The Guardian reports that the Rev Colin Coward, director of Changing Attitude (which campaigns "for the full inclusion of gay, lesbian, bisexual and transgender people in the Anglican communion") said that Harrison's position on the commission appeared "cranky in the extreme".

It seems the church is trying to give equal weight to those against homosexuality as those who are for it. In 21st-century British society this is insane. I think the next archbishop needs to be chosen by somebody who is fully confident with lesbian, gay, bisexual and transgender people in the church, because the church stance on this has to change radically. The presence of somebody like Glynn Harrison on the commission really is unacceptable.

The C of E released a statement (helpfully posted by Thinking Anglicans) denying that Harrison believes in "gay cure".   He merely "notes that there are anecdotes in the research literature, and in popular media, about individuals who have experienced some degree of change in either the strength or direction of their sexual attractions."  This is perhaps the most interesting (from my point of view) part of the statement:

In these publications, Professor Harrison challenges the simplistic binary model (‘either/or’; ‘gay’ v. ‘straight’) of human sexual orientation often assumed in popular discourse. He notes that the most reliable research evidence points to a spectrum of sexuality, with many individuals experiencing bisexual ‘orientation’ and varying degrees of fluid ‘orientation’ in their sexual interests. Thus, there is a range of ‘orientations’ and little reliable evidence to suggest that these are fixed and enduring in all people.
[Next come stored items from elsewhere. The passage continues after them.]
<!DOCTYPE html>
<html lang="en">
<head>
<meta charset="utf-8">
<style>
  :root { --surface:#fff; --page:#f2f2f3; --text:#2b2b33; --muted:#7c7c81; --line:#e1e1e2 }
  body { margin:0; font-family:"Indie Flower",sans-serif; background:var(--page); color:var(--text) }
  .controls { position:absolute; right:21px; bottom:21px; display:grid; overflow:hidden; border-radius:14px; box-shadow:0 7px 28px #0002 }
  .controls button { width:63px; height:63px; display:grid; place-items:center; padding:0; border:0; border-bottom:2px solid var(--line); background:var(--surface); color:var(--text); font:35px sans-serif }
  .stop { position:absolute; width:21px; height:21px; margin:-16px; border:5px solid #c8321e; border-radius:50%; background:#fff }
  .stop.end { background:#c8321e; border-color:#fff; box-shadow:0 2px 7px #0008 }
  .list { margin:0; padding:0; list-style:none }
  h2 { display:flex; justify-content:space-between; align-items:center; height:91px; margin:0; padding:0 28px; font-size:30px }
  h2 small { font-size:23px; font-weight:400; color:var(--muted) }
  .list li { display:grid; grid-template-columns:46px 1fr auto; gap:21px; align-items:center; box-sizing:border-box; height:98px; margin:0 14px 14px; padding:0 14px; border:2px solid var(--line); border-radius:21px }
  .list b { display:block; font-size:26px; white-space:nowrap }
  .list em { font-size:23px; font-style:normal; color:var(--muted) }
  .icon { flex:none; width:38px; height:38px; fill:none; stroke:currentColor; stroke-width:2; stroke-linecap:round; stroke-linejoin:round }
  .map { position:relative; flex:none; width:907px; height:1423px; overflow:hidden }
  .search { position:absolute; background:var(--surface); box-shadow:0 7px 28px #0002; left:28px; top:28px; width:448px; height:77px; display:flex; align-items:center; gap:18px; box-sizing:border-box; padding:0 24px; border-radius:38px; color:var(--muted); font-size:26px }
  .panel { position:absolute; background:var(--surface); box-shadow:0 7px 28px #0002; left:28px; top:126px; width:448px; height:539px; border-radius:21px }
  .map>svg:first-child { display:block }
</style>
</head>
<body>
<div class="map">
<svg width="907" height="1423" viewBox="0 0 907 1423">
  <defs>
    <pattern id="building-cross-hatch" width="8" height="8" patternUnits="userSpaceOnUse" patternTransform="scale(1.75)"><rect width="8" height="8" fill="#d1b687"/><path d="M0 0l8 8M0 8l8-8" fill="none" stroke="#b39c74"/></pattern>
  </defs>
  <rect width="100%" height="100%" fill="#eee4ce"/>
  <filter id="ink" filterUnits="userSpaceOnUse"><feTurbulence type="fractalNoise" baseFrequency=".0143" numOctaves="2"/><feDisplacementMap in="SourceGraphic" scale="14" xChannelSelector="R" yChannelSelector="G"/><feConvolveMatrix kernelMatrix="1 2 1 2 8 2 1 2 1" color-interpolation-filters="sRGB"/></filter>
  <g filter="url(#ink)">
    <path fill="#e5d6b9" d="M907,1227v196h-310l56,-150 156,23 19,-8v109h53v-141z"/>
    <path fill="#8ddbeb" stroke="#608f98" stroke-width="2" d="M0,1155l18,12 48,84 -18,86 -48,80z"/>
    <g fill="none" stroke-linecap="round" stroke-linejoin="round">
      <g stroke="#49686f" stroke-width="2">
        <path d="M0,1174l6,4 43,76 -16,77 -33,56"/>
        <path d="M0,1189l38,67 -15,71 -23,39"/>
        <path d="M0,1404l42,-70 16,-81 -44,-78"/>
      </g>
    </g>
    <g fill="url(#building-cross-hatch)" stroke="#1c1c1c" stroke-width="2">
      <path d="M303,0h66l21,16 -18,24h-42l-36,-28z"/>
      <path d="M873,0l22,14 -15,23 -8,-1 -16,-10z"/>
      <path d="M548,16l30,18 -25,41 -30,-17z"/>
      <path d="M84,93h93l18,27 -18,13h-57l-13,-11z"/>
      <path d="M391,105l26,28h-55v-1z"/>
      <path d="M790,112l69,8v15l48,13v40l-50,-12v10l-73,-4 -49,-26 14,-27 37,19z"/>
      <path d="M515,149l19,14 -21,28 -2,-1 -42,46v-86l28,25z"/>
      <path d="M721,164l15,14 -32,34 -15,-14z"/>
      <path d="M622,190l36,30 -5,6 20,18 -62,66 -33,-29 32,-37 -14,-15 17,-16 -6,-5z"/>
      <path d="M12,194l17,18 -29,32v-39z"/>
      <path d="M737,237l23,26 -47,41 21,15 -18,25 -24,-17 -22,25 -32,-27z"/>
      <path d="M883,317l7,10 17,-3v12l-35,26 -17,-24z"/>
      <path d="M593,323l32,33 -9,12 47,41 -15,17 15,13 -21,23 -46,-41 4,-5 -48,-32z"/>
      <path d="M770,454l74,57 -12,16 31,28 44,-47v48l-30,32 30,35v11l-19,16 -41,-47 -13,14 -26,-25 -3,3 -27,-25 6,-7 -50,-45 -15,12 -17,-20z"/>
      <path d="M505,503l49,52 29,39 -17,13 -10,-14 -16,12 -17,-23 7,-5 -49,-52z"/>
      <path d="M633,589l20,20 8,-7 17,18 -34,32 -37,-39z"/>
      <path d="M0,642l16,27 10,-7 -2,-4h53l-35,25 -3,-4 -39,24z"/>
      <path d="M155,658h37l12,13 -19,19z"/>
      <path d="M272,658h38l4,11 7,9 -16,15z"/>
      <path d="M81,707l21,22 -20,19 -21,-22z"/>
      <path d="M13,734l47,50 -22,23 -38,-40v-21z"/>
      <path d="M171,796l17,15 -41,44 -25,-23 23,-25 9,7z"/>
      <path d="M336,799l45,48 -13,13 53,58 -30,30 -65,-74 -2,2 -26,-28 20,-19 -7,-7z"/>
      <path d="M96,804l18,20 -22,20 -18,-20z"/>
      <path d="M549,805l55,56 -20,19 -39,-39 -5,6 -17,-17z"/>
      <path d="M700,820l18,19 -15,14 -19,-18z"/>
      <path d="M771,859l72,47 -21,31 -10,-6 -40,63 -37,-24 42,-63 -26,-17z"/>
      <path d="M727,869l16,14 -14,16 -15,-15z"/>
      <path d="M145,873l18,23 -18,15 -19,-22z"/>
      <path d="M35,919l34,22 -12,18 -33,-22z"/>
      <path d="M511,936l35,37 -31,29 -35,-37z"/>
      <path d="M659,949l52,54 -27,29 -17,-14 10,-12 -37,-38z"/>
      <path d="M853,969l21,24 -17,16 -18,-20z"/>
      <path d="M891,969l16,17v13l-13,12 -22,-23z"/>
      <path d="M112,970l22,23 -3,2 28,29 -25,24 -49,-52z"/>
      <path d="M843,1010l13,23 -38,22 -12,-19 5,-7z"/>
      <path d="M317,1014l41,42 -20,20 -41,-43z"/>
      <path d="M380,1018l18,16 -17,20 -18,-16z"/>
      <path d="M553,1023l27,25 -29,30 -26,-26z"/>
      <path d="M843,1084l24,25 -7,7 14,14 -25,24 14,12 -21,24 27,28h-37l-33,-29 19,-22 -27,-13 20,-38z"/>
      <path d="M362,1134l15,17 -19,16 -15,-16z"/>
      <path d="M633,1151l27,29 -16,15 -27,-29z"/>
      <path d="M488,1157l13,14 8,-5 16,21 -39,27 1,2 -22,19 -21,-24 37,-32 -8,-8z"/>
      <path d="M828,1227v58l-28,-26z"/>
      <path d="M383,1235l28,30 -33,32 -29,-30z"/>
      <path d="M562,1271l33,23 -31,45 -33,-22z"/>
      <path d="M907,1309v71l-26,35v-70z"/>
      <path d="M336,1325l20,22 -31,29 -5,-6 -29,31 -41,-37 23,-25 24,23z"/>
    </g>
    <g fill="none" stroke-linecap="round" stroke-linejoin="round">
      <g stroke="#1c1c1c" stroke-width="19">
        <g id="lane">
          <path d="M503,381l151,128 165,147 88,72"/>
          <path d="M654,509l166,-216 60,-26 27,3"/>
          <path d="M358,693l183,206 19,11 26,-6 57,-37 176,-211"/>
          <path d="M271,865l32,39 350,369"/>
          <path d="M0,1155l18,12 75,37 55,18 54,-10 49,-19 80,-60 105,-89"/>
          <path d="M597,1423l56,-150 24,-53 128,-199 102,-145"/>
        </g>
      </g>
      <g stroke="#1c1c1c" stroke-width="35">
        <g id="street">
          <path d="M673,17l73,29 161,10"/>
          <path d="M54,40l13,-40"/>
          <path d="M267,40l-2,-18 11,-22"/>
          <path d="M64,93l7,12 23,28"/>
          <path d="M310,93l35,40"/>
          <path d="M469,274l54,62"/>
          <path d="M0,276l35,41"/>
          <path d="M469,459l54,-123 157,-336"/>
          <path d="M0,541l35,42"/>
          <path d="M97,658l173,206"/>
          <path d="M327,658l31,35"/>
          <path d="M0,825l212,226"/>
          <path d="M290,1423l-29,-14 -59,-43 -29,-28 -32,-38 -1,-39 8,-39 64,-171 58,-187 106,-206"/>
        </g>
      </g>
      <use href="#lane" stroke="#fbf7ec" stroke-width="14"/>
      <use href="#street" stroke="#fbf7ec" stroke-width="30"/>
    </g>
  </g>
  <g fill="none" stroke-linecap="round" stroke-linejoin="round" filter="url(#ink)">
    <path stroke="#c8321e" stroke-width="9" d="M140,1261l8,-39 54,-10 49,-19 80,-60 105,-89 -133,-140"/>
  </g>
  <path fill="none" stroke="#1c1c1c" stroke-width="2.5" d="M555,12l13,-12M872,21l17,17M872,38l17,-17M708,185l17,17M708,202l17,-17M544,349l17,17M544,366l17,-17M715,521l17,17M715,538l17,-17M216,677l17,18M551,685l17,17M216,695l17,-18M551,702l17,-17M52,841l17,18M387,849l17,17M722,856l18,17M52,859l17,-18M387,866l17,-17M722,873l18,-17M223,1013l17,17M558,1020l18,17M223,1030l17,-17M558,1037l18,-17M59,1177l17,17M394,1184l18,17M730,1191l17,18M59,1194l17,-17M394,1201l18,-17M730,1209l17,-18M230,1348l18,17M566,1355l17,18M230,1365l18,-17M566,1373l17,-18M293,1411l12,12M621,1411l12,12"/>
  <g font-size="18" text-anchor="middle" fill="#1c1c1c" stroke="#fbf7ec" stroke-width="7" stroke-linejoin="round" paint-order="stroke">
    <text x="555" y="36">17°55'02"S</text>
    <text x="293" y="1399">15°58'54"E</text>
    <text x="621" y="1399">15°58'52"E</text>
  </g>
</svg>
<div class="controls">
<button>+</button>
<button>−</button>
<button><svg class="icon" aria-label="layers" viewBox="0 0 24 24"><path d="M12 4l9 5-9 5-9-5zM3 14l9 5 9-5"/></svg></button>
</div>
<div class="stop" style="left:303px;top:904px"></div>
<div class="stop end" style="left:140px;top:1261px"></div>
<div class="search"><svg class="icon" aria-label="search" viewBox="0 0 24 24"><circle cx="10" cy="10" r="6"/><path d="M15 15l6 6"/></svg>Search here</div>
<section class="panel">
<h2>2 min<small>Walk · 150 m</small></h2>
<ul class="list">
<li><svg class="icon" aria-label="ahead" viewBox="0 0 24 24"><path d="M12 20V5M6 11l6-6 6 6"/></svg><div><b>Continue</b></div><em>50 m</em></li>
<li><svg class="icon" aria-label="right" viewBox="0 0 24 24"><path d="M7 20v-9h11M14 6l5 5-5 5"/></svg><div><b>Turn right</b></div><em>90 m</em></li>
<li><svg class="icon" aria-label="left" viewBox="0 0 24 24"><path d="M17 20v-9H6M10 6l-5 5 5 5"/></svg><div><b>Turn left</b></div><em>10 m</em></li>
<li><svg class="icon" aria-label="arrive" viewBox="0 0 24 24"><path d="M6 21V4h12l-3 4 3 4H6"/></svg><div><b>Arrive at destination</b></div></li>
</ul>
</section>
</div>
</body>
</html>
... In this context, there are issues of how to support people of faith who experience bisexual or same-sex attractions that conflict with their deeply-held religious convictions regarding sexual ethics. Professor Harrison recognises that some decide to revise their understanding of the ethical teaching of their faith to accommodate their experiences of sexual attraction, and choose a form of counselling support called ‘gay affirmative therapy’. He fully supports their right to do so. He notes that others want to manage and integrate their sexual interests within the framework of a religious identity grounded in the traditional teaching of their faith. Prof. Harrison supports the provision of sensitive and ethical counselling and pastoral support for such people too. He believes they should be free to receive this support without bullying or discrimination.

Now that might sound reasonable.  But it is in those weasel words that the heresy lurks.  The "simplistic binary model" which Harrison rejects forms the basis of much modern moral and legal thinking about sexuality.  Notice that he even puts the word "orientation" in scare-quotes.  This is dangerous stuff.  Once you start suggesting that sexuality might change, even for some people, even some of the time, you're on a slippery slope that ends with herding homosexuals into gas chambers.

What this story really shows, I think, is once again that the Archbishop of Canterbury should, like most leaders of most of the world's churches, be elected.  The Crown Nominations Committee, like most manifestations of the modern British establishment, mistakes openness for accountability.  Thus ever since Rowan Williams announced his departure it has encouraged scrutiny - for example, placing an advert in the Church Times offering suggestions for the "vacancy in the See of Canterbury".  On previous occasions very few people had a clue who the CNC were or what they did.  The name of the new Archbishop simply emerged one day, after the Prime Minister had made the final decision (something that is no longer supposed to happen) and the mysterious nature of the process added a touch of the numinous, as though the new Primate had been chosen by God.  But now the secret is out the members of the committee have to account for themselves; their records, all their previous utterances, are pored over as though they were candidates for the mayorality of London.  And in the fraught, ideologically riven world of Anglican politics there are bound to be got-up rows like this one.

There's a much better way: the General Synod should elect the new Archbishop of Canterbury in a special meeting, as other churches of the Anglican communion do, as many Orthodox and Protestant churches do.  Even the Pope is elected by the College of Cardinals.  Why can't the Church of England do the same?